> _Problem requirements_
Some lines below hold "stream". Pick them out and copy them.

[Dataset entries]

Content starts

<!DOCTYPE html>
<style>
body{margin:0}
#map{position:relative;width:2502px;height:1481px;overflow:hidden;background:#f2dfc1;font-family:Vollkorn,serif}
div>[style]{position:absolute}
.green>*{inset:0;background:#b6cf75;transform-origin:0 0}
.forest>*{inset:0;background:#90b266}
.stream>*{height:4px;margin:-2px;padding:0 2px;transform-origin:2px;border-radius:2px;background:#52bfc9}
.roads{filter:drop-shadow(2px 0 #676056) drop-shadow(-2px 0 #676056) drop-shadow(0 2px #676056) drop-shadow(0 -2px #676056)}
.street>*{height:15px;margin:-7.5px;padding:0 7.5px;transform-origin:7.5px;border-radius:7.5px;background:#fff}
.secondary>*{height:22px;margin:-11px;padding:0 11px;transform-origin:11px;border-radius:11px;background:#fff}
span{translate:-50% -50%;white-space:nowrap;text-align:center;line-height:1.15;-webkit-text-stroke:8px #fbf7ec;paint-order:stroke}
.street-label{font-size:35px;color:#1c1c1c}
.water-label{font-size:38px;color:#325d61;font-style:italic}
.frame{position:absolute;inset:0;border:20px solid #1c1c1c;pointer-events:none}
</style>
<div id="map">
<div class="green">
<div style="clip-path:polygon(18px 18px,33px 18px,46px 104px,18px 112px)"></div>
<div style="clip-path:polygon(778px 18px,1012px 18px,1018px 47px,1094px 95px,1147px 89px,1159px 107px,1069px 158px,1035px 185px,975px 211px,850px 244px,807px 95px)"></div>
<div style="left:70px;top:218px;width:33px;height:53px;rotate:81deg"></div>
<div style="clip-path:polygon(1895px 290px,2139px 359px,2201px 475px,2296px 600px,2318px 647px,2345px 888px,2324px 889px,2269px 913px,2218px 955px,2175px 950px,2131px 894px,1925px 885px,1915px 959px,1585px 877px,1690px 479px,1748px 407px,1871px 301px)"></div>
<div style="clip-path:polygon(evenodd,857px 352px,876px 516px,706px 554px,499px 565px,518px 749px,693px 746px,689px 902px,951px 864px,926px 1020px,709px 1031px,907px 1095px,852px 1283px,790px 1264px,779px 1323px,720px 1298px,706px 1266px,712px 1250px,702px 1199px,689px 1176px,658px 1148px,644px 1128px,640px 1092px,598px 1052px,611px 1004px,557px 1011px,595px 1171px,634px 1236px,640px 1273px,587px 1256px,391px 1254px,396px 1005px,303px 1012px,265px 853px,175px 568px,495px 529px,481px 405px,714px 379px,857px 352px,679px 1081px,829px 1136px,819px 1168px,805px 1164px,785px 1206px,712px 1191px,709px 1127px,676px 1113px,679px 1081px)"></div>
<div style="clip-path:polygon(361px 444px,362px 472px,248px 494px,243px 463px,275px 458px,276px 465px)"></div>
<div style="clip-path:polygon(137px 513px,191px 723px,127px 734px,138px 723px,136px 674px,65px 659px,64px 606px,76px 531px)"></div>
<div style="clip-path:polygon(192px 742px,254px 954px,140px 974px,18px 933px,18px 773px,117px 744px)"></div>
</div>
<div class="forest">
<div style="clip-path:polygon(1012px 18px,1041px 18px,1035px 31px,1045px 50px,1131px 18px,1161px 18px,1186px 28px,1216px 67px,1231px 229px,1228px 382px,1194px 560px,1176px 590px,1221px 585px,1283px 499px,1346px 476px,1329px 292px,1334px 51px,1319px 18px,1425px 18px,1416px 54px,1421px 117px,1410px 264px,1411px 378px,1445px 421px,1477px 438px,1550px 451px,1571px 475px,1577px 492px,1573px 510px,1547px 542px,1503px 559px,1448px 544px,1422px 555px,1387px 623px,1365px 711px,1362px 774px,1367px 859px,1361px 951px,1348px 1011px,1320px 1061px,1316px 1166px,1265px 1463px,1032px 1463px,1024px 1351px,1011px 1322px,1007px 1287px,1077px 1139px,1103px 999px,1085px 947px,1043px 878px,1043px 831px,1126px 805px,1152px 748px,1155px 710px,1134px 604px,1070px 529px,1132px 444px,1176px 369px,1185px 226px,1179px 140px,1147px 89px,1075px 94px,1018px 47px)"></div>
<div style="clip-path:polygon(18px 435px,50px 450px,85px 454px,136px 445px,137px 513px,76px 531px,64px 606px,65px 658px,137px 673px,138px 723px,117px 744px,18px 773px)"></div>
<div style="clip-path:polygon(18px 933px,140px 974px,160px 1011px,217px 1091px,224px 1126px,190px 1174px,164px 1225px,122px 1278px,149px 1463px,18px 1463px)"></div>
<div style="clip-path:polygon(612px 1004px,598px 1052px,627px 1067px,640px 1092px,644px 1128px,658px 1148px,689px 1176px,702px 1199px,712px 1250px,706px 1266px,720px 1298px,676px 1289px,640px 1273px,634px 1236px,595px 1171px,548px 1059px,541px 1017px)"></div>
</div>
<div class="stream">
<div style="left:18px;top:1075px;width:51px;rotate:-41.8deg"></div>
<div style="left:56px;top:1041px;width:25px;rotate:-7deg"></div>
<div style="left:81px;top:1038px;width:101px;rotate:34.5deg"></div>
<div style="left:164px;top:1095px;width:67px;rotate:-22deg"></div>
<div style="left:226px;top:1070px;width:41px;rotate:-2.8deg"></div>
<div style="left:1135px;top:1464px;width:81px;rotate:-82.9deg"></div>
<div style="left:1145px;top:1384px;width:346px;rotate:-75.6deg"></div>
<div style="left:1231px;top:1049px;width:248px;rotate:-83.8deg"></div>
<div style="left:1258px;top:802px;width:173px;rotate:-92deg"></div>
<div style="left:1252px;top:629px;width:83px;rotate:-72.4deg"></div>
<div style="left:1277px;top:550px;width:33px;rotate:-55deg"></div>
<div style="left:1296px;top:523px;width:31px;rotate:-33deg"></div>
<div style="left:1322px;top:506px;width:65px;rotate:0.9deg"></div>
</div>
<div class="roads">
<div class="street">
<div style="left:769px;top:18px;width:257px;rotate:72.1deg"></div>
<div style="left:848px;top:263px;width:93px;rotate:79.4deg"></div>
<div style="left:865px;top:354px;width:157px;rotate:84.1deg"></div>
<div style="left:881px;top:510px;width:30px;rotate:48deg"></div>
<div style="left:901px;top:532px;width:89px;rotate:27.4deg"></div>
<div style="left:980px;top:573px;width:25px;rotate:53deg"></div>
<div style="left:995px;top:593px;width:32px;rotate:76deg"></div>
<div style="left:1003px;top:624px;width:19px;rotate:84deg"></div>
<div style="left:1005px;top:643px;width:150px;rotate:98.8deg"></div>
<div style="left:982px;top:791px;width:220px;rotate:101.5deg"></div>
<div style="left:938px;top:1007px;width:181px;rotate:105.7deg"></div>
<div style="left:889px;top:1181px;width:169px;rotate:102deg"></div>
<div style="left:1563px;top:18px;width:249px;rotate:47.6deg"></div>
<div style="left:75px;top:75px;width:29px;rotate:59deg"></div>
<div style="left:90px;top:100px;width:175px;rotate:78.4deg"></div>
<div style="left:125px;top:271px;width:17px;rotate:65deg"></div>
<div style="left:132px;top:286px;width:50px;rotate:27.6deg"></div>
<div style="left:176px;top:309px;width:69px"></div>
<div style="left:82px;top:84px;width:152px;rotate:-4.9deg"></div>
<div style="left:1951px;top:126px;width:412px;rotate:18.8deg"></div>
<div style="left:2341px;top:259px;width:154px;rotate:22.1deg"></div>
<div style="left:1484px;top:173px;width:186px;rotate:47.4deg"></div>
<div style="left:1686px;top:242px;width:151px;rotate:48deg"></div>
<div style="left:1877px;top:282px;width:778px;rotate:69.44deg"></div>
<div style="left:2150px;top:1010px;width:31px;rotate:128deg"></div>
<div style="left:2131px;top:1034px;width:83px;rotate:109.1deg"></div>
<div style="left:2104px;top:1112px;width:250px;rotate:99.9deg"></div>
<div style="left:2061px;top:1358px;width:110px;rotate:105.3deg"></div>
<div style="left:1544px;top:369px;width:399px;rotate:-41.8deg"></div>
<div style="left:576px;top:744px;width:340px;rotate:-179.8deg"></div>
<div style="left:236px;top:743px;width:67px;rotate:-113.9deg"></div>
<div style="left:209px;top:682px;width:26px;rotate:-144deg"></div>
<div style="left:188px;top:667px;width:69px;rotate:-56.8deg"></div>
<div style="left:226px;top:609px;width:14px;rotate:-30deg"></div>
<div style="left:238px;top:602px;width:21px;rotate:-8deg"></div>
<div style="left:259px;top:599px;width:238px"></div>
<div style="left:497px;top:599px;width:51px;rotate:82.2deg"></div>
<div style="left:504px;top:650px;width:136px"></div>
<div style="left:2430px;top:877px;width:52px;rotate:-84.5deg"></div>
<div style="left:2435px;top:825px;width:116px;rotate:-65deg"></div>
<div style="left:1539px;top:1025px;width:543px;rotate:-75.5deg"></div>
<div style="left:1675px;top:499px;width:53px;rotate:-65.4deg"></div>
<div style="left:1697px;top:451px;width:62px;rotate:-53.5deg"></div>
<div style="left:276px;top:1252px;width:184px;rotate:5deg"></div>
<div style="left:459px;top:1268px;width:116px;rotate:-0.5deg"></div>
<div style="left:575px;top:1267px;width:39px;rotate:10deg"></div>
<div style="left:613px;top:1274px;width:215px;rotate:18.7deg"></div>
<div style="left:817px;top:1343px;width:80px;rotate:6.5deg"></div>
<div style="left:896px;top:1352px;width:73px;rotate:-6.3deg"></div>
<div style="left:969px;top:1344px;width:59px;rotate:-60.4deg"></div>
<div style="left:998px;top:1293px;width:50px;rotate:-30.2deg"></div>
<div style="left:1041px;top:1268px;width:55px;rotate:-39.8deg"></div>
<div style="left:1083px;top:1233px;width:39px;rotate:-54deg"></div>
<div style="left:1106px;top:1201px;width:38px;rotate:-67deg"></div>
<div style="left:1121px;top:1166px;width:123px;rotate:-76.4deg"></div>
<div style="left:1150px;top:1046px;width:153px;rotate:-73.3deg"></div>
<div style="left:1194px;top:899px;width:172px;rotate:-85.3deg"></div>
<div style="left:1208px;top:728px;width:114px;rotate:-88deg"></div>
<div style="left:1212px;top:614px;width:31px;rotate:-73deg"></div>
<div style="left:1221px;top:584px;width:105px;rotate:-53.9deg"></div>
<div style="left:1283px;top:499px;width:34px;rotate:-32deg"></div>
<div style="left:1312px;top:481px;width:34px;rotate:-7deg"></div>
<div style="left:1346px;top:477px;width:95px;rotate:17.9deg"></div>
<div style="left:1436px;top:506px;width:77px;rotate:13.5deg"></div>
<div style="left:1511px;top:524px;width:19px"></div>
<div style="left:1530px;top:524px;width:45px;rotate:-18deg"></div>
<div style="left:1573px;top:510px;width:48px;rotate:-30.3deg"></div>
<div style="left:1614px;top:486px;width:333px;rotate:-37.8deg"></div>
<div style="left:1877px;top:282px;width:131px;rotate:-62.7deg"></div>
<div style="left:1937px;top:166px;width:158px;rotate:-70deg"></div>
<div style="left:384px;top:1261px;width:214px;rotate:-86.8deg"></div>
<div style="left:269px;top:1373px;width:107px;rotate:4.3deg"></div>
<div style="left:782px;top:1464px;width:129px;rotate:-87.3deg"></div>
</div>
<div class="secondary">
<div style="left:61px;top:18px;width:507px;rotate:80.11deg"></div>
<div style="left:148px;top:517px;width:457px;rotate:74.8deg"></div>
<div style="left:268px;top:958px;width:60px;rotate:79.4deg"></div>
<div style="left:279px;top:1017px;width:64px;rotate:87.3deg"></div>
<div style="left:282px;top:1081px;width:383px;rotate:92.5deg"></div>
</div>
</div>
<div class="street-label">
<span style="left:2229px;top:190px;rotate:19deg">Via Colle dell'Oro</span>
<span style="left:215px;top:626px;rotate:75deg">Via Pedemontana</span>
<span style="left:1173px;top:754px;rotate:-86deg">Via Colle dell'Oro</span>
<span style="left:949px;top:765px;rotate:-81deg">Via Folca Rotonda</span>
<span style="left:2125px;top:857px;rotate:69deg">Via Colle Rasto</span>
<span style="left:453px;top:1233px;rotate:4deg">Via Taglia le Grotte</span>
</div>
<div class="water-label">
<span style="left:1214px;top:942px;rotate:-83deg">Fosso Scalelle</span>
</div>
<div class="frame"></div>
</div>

Content ends

> _Task result_
.stream>*{height:4px;margin:-2px;padding:0 2px;transform-origin:2px;border-radius:2px;background:#52bfc9}
<div class="stream">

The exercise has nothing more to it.